-- EXERCISE GOAL --
Calculate how many lines of the data hold "lane". The answer consists of that number only.

-- DATA TO PROCESS --

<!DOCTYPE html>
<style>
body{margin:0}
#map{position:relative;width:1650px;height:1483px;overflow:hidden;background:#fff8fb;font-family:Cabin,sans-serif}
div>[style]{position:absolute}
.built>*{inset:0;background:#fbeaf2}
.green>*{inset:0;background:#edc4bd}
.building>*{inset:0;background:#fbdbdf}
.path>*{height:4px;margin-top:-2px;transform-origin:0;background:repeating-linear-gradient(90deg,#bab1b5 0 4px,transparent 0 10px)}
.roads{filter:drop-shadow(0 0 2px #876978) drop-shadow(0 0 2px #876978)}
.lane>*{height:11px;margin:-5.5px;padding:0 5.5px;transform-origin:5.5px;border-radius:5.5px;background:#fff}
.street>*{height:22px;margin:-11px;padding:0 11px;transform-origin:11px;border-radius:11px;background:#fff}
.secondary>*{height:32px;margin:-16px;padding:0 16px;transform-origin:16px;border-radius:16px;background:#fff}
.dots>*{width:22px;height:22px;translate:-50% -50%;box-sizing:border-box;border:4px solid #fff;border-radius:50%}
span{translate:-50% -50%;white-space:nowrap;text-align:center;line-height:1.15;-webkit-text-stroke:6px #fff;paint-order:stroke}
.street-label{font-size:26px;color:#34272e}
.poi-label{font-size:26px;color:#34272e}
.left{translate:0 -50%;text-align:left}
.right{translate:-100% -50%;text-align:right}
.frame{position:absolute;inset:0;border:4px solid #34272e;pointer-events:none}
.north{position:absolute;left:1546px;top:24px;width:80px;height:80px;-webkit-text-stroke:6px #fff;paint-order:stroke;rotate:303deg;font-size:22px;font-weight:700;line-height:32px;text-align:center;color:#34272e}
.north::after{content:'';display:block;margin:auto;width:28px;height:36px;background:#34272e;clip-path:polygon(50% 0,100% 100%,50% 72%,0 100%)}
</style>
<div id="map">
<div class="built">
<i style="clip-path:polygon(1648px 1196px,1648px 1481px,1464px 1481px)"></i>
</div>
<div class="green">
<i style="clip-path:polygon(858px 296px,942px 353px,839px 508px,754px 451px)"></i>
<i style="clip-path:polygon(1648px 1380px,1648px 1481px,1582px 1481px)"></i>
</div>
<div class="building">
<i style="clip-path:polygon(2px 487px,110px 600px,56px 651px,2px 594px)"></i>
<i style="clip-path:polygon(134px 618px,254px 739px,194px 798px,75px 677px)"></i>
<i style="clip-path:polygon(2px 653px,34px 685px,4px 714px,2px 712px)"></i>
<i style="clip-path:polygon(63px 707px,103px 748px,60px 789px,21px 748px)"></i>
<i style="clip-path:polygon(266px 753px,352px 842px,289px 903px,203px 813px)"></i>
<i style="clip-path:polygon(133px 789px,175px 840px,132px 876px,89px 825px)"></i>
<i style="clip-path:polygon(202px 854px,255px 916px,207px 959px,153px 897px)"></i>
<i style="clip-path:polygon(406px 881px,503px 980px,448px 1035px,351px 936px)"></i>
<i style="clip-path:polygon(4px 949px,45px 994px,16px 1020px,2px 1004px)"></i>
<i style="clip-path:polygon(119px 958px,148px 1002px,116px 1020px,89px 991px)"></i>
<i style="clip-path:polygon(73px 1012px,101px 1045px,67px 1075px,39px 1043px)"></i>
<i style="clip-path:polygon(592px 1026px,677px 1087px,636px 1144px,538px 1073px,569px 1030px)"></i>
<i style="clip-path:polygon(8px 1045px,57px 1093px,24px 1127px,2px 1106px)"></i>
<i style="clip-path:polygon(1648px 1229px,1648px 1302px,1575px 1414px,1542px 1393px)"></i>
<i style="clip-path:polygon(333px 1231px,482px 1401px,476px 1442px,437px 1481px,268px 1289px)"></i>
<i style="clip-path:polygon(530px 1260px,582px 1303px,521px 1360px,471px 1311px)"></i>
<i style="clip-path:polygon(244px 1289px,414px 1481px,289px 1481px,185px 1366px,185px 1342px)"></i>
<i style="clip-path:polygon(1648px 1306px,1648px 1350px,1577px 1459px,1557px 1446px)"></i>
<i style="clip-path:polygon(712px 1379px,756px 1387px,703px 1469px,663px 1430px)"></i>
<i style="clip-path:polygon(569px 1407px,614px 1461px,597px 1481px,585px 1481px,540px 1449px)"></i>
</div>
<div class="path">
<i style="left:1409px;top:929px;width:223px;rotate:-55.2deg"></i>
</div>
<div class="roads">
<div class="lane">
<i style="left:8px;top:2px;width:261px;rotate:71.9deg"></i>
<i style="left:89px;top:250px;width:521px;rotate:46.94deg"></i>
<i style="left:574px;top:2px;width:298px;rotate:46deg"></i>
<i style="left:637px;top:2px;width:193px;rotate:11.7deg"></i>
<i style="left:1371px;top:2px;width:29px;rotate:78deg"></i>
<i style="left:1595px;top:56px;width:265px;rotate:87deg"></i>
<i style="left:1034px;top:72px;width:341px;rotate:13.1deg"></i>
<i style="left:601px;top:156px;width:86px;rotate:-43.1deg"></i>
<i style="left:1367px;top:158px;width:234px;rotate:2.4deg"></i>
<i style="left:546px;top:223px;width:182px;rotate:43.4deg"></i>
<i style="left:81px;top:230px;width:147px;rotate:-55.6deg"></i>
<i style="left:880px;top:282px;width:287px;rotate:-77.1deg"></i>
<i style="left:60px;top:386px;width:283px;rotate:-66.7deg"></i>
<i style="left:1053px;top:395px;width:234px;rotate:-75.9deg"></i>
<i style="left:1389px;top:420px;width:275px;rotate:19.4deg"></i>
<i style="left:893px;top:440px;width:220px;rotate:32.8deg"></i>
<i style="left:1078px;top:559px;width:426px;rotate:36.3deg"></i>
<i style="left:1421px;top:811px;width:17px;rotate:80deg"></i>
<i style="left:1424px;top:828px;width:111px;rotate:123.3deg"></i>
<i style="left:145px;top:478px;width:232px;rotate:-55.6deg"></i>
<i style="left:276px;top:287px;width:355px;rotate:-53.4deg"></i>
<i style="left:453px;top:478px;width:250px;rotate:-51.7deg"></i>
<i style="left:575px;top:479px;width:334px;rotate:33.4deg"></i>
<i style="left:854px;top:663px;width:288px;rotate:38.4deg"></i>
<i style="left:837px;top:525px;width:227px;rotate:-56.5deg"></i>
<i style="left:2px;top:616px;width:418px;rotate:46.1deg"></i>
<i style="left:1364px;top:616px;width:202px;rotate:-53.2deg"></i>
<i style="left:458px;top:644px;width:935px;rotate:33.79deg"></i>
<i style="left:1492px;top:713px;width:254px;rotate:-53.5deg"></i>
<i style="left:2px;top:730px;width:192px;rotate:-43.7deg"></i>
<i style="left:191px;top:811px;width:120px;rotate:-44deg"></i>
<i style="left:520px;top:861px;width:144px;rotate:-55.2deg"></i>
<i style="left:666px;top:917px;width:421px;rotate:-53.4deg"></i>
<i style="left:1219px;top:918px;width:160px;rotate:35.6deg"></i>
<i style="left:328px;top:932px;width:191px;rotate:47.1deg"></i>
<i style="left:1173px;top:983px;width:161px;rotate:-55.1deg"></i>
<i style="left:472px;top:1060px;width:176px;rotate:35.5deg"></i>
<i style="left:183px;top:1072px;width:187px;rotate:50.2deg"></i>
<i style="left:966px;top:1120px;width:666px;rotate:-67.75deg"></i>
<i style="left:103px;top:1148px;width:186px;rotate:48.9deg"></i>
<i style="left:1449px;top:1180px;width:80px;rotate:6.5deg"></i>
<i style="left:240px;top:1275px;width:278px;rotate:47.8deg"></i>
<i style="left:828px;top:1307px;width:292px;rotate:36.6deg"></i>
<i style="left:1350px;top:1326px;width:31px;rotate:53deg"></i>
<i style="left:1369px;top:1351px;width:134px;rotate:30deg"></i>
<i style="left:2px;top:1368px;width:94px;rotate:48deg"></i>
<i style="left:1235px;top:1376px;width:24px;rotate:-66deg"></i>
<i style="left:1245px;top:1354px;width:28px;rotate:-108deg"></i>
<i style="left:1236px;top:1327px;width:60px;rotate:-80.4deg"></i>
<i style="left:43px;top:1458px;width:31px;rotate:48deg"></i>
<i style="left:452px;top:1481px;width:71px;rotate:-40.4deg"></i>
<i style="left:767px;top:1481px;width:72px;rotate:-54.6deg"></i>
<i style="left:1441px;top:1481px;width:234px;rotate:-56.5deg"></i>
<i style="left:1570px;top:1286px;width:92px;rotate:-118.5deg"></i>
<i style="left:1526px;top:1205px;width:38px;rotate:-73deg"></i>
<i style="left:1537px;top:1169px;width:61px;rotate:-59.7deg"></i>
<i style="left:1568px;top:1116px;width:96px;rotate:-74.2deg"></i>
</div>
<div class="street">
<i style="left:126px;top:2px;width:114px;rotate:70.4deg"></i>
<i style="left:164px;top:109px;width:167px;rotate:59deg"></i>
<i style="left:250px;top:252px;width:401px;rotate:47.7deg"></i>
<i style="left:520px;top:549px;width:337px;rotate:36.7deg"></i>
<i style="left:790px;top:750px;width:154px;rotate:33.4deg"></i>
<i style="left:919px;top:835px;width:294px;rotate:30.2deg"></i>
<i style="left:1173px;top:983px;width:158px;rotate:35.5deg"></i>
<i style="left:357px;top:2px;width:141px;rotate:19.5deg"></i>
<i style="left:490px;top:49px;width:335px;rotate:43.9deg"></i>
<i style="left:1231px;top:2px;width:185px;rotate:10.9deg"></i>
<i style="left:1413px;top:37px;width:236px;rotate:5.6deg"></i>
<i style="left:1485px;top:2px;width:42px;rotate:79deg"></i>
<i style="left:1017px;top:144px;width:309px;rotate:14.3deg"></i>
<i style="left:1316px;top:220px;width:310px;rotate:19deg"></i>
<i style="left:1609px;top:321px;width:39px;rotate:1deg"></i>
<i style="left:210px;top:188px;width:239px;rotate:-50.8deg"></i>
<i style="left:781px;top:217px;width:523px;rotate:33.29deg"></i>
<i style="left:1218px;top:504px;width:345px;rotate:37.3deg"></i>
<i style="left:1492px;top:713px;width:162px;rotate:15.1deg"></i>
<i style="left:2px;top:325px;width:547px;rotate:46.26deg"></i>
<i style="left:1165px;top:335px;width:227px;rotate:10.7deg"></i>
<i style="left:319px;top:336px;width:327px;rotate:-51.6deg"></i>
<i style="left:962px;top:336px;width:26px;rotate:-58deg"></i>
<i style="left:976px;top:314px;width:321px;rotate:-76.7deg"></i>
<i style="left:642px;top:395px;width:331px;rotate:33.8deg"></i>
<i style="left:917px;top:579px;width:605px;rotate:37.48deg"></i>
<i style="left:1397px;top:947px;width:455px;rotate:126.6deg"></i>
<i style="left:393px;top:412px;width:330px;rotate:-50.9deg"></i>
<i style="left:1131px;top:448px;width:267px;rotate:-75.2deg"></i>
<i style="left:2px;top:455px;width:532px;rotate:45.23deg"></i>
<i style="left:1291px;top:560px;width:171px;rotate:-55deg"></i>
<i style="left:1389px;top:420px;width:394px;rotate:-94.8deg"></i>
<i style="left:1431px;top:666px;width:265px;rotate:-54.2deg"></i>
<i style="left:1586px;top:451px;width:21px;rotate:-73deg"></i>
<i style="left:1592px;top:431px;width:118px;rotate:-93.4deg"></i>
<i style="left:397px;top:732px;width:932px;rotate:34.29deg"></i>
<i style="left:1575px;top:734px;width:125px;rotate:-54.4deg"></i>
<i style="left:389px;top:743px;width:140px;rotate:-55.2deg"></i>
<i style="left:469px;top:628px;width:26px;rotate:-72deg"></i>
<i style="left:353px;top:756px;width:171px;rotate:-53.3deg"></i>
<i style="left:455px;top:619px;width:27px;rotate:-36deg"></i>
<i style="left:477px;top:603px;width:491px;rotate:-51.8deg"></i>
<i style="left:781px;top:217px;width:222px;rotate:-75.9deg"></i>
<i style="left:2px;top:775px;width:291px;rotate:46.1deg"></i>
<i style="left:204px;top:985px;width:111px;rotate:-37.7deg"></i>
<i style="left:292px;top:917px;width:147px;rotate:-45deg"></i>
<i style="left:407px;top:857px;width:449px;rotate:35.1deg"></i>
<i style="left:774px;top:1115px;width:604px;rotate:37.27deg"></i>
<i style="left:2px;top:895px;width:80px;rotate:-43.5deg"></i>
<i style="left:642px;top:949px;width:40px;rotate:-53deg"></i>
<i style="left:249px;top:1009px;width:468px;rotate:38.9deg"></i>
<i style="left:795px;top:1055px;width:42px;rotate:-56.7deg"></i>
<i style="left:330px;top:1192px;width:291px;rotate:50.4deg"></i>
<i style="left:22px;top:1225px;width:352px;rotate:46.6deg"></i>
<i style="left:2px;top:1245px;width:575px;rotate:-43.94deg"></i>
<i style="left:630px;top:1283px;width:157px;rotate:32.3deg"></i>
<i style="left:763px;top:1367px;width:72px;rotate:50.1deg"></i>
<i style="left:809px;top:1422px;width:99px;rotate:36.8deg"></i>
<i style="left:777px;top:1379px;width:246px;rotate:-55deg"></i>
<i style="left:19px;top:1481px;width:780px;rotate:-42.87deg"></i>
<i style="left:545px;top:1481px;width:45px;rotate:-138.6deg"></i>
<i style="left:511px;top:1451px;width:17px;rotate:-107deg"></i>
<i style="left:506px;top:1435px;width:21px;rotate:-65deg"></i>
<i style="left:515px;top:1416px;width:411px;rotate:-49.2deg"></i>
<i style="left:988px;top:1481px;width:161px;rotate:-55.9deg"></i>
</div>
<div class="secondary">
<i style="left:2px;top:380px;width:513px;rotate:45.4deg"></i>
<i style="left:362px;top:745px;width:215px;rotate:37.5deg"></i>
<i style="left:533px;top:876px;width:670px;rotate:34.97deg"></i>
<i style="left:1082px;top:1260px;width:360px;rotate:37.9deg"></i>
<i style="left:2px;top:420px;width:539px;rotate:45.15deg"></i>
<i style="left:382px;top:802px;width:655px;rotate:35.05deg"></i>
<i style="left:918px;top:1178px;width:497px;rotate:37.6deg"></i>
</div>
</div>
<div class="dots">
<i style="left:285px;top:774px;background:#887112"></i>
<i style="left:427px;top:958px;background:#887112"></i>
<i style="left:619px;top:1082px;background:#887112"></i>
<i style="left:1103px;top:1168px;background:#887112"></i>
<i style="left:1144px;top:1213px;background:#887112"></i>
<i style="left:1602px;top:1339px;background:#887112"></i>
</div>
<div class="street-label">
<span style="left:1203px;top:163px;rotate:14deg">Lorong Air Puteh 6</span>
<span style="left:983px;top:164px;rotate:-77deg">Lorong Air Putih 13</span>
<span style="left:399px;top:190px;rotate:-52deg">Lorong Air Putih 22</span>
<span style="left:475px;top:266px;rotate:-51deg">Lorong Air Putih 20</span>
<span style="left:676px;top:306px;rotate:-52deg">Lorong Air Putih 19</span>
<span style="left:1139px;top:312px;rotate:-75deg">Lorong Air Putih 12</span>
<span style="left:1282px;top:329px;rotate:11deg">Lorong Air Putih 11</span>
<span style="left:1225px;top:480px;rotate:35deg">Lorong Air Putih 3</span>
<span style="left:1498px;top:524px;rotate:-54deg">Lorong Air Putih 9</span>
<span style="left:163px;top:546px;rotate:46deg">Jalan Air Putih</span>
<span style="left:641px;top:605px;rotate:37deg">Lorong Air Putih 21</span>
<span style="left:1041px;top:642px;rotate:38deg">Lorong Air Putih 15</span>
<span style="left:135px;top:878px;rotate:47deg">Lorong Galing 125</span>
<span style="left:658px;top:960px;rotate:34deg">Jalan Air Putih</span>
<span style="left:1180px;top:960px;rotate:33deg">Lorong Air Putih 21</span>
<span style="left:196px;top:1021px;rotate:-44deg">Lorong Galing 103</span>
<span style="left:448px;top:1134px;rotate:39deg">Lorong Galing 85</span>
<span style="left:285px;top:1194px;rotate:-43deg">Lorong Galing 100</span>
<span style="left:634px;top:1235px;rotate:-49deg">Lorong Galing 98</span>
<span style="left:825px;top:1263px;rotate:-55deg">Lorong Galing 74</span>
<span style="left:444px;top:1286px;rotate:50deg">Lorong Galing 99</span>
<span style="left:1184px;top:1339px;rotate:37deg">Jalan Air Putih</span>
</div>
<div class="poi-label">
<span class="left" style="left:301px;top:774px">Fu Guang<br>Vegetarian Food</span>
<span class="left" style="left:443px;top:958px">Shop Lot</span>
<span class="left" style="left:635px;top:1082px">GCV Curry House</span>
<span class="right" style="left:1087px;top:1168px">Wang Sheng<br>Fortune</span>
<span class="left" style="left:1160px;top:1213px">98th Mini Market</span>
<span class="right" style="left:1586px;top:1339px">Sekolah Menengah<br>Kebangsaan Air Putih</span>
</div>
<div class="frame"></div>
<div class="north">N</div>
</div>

-- SOLUTION TO THE PROBLEM --
2